_Material for this exercise_:
====================
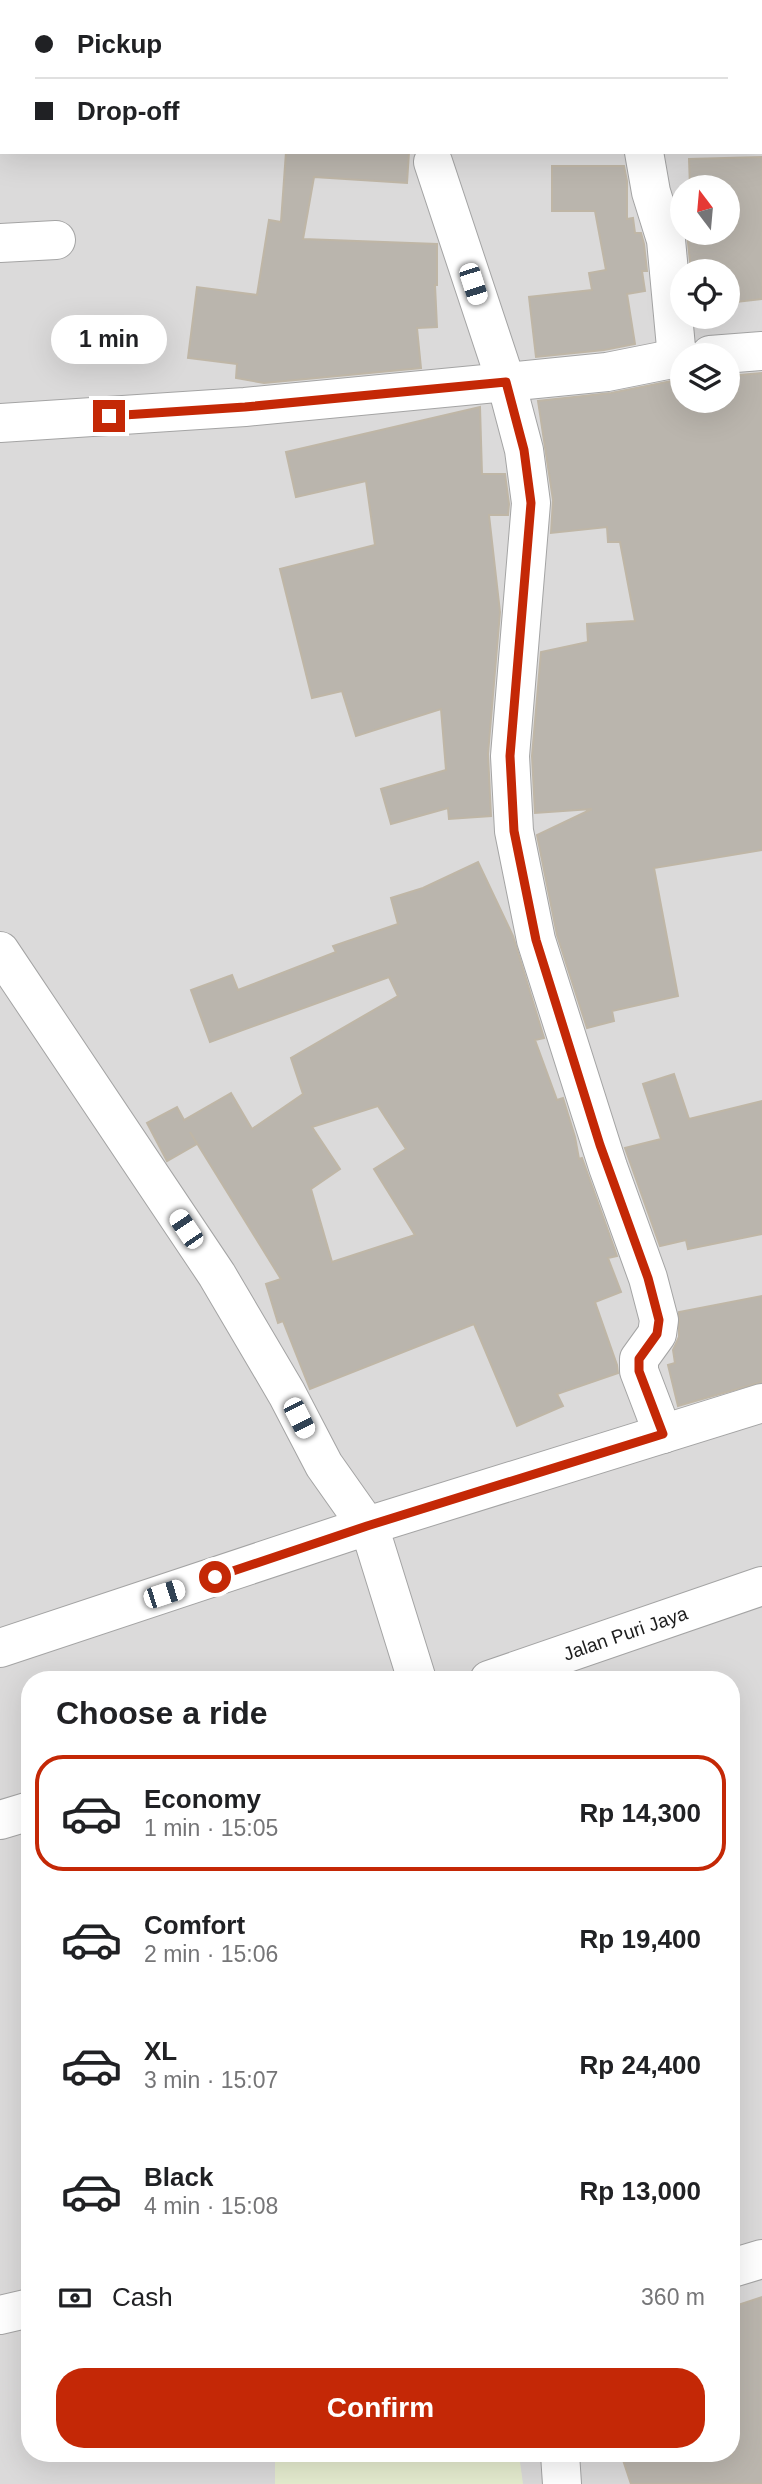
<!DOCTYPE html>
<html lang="en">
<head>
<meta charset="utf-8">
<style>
  :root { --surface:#fff; --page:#f6f6f6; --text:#202124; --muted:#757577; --line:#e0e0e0; --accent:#c42806 }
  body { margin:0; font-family:Helvetica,sans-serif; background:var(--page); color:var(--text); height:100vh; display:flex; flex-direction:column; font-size:26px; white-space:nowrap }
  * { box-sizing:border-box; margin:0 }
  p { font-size:23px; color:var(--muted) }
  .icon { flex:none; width:38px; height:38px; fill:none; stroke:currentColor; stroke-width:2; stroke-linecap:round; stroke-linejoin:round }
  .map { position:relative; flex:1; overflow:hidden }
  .drawer { position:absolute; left:21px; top:1671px; width:719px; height:791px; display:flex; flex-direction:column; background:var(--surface); border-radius:28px; box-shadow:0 7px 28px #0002 }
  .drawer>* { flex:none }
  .top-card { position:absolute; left:0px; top:0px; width:763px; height:154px; box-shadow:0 7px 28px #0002; display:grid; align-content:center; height:154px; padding:0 35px; background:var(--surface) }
  .needle { width:46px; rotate:344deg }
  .buttons { position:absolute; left:670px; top:175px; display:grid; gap:14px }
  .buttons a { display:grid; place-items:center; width:70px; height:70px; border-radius:50%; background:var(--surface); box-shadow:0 7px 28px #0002; font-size:35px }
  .end { position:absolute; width:32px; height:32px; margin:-16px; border:9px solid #c42806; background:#fff; box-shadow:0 0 0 4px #fff }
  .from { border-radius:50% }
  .bubble { position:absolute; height:49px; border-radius:24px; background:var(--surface); box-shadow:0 7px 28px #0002; font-size:23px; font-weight:600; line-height:49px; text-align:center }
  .car { position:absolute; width:21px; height:42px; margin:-21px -10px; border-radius:9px; box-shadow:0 0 5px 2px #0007; background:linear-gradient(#fff 24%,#345 0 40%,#fff 0 76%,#345 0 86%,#fff 0) }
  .top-card b { display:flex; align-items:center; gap:24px; height:66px; font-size:26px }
  .top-card b+b { border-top:2px solid var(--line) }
  .top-card i { width:18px; height:18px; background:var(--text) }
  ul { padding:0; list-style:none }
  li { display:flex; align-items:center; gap:21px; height:116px; margin:0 14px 10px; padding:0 21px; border:4px solid transparent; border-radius:28px }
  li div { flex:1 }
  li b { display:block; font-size:26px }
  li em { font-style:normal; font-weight:600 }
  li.selected { border-color:var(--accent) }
  li>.icon { width:63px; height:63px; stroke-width:1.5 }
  h2 { padding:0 35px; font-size:32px; line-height:84px }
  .pay { display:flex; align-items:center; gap:18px; height:77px; padding:0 35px; font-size:26px }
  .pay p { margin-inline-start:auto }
  .primary-button { display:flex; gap:14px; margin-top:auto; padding:14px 35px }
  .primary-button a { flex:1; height:80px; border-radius:28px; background:var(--accent); color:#fff; font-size:28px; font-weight:600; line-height:80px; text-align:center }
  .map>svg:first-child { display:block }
</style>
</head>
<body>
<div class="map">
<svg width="762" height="2484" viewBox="0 0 762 2484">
  <rect width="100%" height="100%" fill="#eeece3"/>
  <path fill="#dbdada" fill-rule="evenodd" d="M0 0H762V2484H0ZM2 2H761V152H2ZM682 187H728V233H682ZM682 271H728V317H682ZM682 355H728V401H682ZM30 1680H732V2454H30Z"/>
  <polygon fill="#e5eccf" points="275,2454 519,2454 523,2484 275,2484"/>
  <g fill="#bab5ad" stroke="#bfb6a6" stroke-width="2" fill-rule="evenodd">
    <polygon points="286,152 409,152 407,183 314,177 303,239 437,244 437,285 435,285 437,327 417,328 421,368 264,383 236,378 237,364 188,358 197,287 257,295 269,220 281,222"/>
    <polygon points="762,157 762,299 728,303 728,271 691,271 687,233 728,233 728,187 690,187 689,159"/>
    <polygon points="552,166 624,166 627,181 627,219 633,218 635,233 641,233 644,244 647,271 642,271 645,291 627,294 635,344 604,350 536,357 529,297 592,290 589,273 606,270 595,211 552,211"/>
    <polygon points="762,373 762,850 654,868 678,996 612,1011 614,1021 587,1028 557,935 537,835 592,809 535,813 532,756 541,652 588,642 587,624 635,621 620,542 608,542 607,527 551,533 553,500 538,401 611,393 682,379 682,401 728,401 728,376"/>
    <polygon points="480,407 482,474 505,474 509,504 508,515 489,515 500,612 488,754 491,816 449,819 448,808 391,824 381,789 446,770 441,709 356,736 342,691 312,698 280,569 375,545 366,481 296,497 286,452"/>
    <path d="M478 862 513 936 544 1038 535 1040 557 1100 563 1098 575 1137 579 1159 582 1158 617 1256 608 1258 621 1292 595 1302 617 1365 618 1373 557 1394 563 1406 517 1426 474 1324 310 1389 283 1321 278 1323 266 1284 281 1279 190 1132 197 1144 167 1161 147 1123 177 1107 184 1120 231 1093 252 1129 303 1094 291 1058 398 996 389 977 210 1042 191 990 232 975 238 990 336 952 333 946 398 924 391 898 423 888ZM378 1106 406 1149 374 1169 415 1235 332 1262 311 1189 340 1169 312 1127Z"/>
    <polygon points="674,1074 689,1119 762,1101 762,1234 688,1249 686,1240 660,1246 625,1148 661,1139 643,1084"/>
    <polygon points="762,1296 762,1382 678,1406 668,1365 675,1363 673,1350 679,1337 679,1312"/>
    <polygon points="762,2297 762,2484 631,2484 621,2454 732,2454 732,2307"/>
  </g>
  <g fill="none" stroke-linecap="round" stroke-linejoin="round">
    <defs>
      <g id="minor">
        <polyline points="632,2 632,0"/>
        <polyline points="761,123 762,124"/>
        <polyline points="644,152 651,192 666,240 677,358"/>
        <polyline points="433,162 506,382 524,450 531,503 510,756 514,831 536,940 608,1167 648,1278 659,1320 657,1334 639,1359 639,1371 663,1434"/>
        <polyline points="0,243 56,240"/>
        <polyline points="710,355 762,351"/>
        <polyline points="0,423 245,407 506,382 607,372 682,357"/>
        <polyline points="0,951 217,1275 287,1394 324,1465 367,1526 375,1545 417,1680"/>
        <polyline points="0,1648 367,1526 762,1403"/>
        <path id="s1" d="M489 1680 762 1586"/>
        <polyline points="0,1820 30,1811"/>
        <polyline points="732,2268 762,2259"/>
        <polyline points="0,2315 30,2308"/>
        <polyline points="560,2454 562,2484"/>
      </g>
    </defs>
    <use href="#minor" stroke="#a4a4a4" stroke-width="40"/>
    <use href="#minor" stroke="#fff" stroke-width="38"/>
  </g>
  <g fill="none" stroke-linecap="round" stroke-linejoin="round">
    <polyline stroke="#c42806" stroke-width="9" points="109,416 245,407 506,382 524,450 531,503 510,756 514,831 536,940 600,1145 648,1278 659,1320 657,1334 639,1359 639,1371 663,1434 367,1526 215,1577"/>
  </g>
  <g text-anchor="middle" stroke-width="7" stroke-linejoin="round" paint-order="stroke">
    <g font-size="19" fill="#1d1d1d" stroke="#fff">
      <text dy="7" stroke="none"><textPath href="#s1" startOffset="144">Jalan Puri Jaya</textPath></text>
    </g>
  </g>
</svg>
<div class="buttons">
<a><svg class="needle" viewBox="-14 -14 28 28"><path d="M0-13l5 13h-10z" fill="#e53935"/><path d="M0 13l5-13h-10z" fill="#757577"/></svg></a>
<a><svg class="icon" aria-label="locate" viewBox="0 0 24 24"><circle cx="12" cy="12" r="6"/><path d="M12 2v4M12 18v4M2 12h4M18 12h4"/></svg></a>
<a><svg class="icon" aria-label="layers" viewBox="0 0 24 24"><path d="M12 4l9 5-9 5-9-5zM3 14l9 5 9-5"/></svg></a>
</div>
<i class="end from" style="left:215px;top:1577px"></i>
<i class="end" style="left:109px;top:416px"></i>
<div class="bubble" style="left:51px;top:315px;width:116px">1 min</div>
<i class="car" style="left:473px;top:284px;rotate:162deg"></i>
<i class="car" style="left:186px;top:1229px;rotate:326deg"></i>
<i class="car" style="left:299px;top:1418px;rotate:153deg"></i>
<i class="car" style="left:164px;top:1594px;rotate:72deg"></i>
<div class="top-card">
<b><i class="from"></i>Pickup</b>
<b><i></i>Drop-off</b>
</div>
<section class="drawer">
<h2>Choose a ride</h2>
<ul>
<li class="selected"><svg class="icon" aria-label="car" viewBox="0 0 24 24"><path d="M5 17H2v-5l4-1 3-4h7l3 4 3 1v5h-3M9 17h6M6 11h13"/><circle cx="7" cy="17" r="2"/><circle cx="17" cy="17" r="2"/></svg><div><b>Economy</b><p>1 min · 15:05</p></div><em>Rp 14,300</em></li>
<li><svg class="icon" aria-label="car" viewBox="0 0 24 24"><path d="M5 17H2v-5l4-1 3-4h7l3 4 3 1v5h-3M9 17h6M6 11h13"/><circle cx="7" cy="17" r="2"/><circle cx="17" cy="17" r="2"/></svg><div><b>Comfort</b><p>2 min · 15:06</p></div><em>Rp 19,400</em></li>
<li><svg class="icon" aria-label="car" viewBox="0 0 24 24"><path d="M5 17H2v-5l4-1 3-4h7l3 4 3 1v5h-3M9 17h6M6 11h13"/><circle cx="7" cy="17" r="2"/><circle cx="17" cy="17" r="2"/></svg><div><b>XL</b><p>3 min · 15:07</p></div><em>Rp 24,400</em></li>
<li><svg class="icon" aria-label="car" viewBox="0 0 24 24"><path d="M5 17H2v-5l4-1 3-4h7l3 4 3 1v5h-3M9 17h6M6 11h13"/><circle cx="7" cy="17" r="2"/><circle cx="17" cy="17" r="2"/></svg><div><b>Black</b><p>4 min · 15:08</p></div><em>Rp 13,000</em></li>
</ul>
<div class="pay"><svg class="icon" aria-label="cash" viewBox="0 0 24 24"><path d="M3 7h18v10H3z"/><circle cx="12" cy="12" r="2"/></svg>Cash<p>360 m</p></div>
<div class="primary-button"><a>Confirm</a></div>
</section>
</div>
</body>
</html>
====================
_Work order_:
From the opening line of the listing above through the line bearing "position:absolute; width:21px; height:42px;", repeat each line exactly. Drop every picture.

_Exercise answer_:
<!DOCTYPE html>
<html lang="en">
<head>
<meta charset="utf-8">
<style>
  :root { --surface:#fff; --page:#f6f6f6; --text:#202124; --muted:#757577; --line:#e0e0e0; --accent:#c42806 }
  body { margin:0; font-family:Helvetica,sans-serif; background:var(--page); color:var(--text); height:100vh; display:flex; flex-direction:column; font-size:26px; white-space:nowrap }
  * { box-sizing:border-box; margin:0 }
  p { font-size:23px; color:var(--muted) }
  .icon { flex:none; width:38px; height:38px; fill:none; stroke:currentColor; stroke-width:2; stroke-linecap:round; stroke-linejoin:round }
  .map { position:relative; flex:1; overflow:hidden }
  .drawer { position:absolute; left:21px; top:1671px; width:719px; height:791px; display:flex; flex-direction:column; background:var(--surface); border-radius:28px; box-shadow:0 7px 28px #0002 }
  .drawer>* { flex:none }
  .top-card { position:absolute; left:0px; top:0px; width:763px; height:154px; box-shadow:0 7px 28px #0002; display:grid; align-content:center; height:154px; padding:0 35px; background:var(--surface) }
  .needle { width:46px; rotate:344deg }
  .buttons { position:absolute; left:670px; top:175px; display:grid; gap:14px }
  .buttons a { display:grid; place-items:center; width:70px; height:70px; border-radius:50%; background:var(--surface); box-shadow:0 7px 28px #0002; font-size:35px }
  .end { position:absolute; width:32px; height:32px; margin:-16px; border:9px solid #c42806; background:#fff; box-shadow:0 0 0 4px #fff }
  .from { border-radius:50% }
  .bubble { position:absolute; height:49px; border-radius:24px; background:var(--surface); box-shadow:0 7px 28px #0002; font-size:23px; font-weight:600; line-height:49px; text-align:center }
  .car { position:absolute; width:21px; height:42px; margin:-21px -10px; border-radius:9px; box-shadow:0 0 5px 2px #0007; background:linear-gradient(#fff 24%,#345 0 40%,#fff 0 76%,#345 0 86%,#fff 0) }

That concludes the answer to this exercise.